Back in London, his education would take him away from this type of place, from his united primary school, predominantly black to the elite Alleyn’s School in the affluent Dulwich district. It was his first exposure to the wealth and “supreme trust” he could bestow.

Azumah Nelson participated in a full scholarship, one of four blacks in his class of about 120. He often felt out of place, except when he was on the basketball court. After deciding to want to be a writer and artist at 16, she said, “There was a real esteem with myself and who I was in my identity, and how I saw myself, but also how others saw me.”
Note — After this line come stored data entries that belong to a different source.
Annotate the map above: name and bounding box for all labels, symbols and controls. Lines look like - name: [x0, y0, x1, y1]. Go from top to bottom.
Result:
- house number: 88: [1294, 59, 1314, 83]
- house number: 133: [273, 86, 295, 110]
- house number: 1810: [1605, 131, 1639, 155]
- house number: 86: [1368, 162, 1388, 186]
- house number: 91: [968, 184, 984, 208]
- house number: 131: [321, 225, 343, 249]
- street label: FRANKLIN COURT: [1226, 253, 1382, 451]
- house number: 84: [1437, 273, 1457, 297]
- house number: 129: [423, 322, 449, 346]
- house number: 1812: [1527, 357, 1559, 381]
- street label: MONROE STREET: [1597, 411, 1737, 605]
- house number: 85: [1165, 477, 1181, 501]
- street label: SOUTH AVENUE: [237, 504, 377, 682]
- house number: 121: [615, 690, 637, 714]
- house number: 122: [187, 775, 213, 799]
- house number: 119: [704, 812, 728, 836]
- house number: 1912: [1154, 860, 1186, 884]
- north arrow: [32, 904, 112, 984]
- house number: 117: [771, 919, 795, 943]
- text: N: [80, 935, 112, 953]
This feeling of being seen – not only known, but sure – is a return to “Open Water”. His main characters turn to look, look, imagine, desire and misunderstand each other, at the same time seeing police officers see him even in certain ways – something else Azumah Nelson has poured into his book from painful personal experience.

“Open Water” began as a collection of essays that many literary agents rejected before Seren Adams in United Agents read it and offered to reprint it.

“The voice and tone were there, the rhythm,” Adams said, but he suggested to Azumah Nelson to weave these elements into a narrative focused on the couple. He not only returned to the drawing board, but he “did what makes everyone crazy,” he said. “I quit my job.”

Instead of writing between rounds of sales at the Apple Store, he could now spend eight hours a day at the British Library, facing one blank page after another without mapping where he was going. It seemed so destroyed in the process that every two days the same librarian came to check it out.

“I’ll be sitting here writing these scenes with the police, or about discrimination,” Azumah Nelson said. “I left everything I had on the page.”

In the first major sale of his career, Adams presented the resulting manuscript to British publishers in September 2019. The response was immediate, and overwhelming: Azumah Nelson gathered 15 editors the following week, and the process culminated in a sale to nine streets earlier was sold to publisher Isabel Wall in Viking. Shortly afterwards, Katie Raissian of Grove Press bought the rights to the US. The two edited it with Azumah Nelson.

“I don’t – I don’t always – know a lot about the publishing industry, so I didn’t know that it’s not the way it usually goes,” said Azumah Nelson. When Adams sent him an email with the list of offers, he was having coffee with his mother. He was so nervous that I asked him to read it.

“He read each one, one by one, and it was like,‘ Caleb, your life is going to change, ’” he said.

He has. Following its release in the UK on February 4, “Open Water” reached a 16 ° in the Nielsen BookScan portfolio and went into a third release in a month. Independent retailer Kirkdale Bookshop and Lewisham libraries, including local subsidiary of Azumah Nelson, have dedicated the window display to the novel, promoting it to passers-by even when the pandemic has forced stores and libraries to close.

Remembering that day with her mother, her pride, Azumah Nelson began to cry. For some emotions, he said, “language has its limitations.”

“It doesn’t take so much for something you say not to be heard in the way you said it,” he said. Or, “more often than not, for you to hear something and say nothing.”

Sometimes we don’t need to. In Yiadom-Boakye’s painting “Lie to Me (2019)“A woman is reading aloud from a book, in front of a man who is sitting, separated from her through the space between the canvases. In Azumah Nelson’s eye, he looks at her.

There is a remake of this painting in the prologue to “Open Water,” in which “the barber caught you looking at his reflection in the mirror as he cut his hair, and saw something even in his eyes.” No words are exchanged between them. Just look.